Today I want to discuss an equivalent and seemingly weaker condition of paracompactness due to Ernest Michael (1953, Proc. of the AMS).

Theorem 1 (Michael) Suppose {X} is regular and every open cover {\mathfrak{A}} of {X} has a refinement that can be decomposed into a countable collection of locally finite {\mathfrak{A}_i} collections of open sets. Then {X} is paracompact.

Note that the {\mathfrak{A}_i}‘s are not required to be covers, only locally finite! This is a significant strengthening of the usual definition of paracompactness.

Following Michael’s original paper, I shall discuss the proof of this result. First, I shall give an auxiliary result, of independent result, that yields yet another variation on the theme of paracompactness: we don’t have to require the locally finite refinements to be open.

1. Reduction to arbitrary refinements

Lemma 2 Suppose {X} is a regular space. Suppose every open cover of {X} has a locally finite refining cover (which refinement is not required to be an open cover). Then {X} is paracompact.

We start by proving this. We will first show that every open cover of {X} has a locally finite refining closed cover. Let {\mathfrak{A} = \left\{U_{\alpha}\right\}} be an open cover of {X}. By regularity, we can find a refinement {\left\{V_{\beta}\right\}} such that each closure {\overline{V_{\beta}}} is contained in some {U_{\alpha}}.

Of course, this refinement by itself need not be locally finite or anything reasonable. However, we can apply the condition of the lemma to find a locally finite refining cover {\left\{G_{\gamma}\right\}} of {\left\{V_{\beta}\right\}}. The closures {\left\{\overline{G_{\gamma}}\right\} } are locally finite (this is true for any locally finite cover) and refine the {\overline{V_\beta}}, hence refine the {U_{\alpha}}. These form the cover in question.

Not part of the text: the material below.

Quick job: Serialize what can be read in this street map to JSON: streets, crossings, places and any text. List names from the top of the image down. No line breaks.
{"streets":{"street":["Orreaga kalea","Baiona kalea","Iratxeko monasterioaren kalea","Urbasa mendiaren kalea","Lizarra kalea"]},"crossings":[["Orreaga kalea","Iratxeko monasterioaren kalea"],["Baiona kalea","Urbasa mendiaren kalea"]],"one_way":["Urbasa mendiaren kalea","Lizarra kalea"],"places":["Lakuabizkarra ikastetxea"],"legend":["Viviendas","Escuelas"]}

So we have shown that under the hypotheses of the lemma, we can always refine each open cover of {X} to a locally finite, closed cover. Now, the lemma will follow from the next result.

Lemma 3 Suppose {X} is a Hausdorff space. Suppose every open cover of {X} has a closed, locally finite refinement. Then {X} is paracompact.

Let {\mathfrak{A} = \left\{U_{\alpha}\right\}} be an open cover of {X}. We shall find an open, locally finite refinement. This will prove paracompactness.

First, choose a locally finite closed refinement {\left\{F_{\beta}\right\}} of {\mathfrak{A}}. There is a cover {\left\{W_{\gamma}\right\}} of {X} consisting of open sets such that each {W_{\gamma}} intersects only finitely many of the {F_{\beta}}. This is precisely the definition of local finiteness. By assumption, we can find a locally finite closed refinement {\left\{G_{\kappa}\right\}} of the {\left\{W_{\gamma}\right\}}.

Then define

\displaystyle  V_{\beta} = X - \bigcup_{G_{\kappa} \cap F_{\beta} = \emptyset} G_{\kappa}.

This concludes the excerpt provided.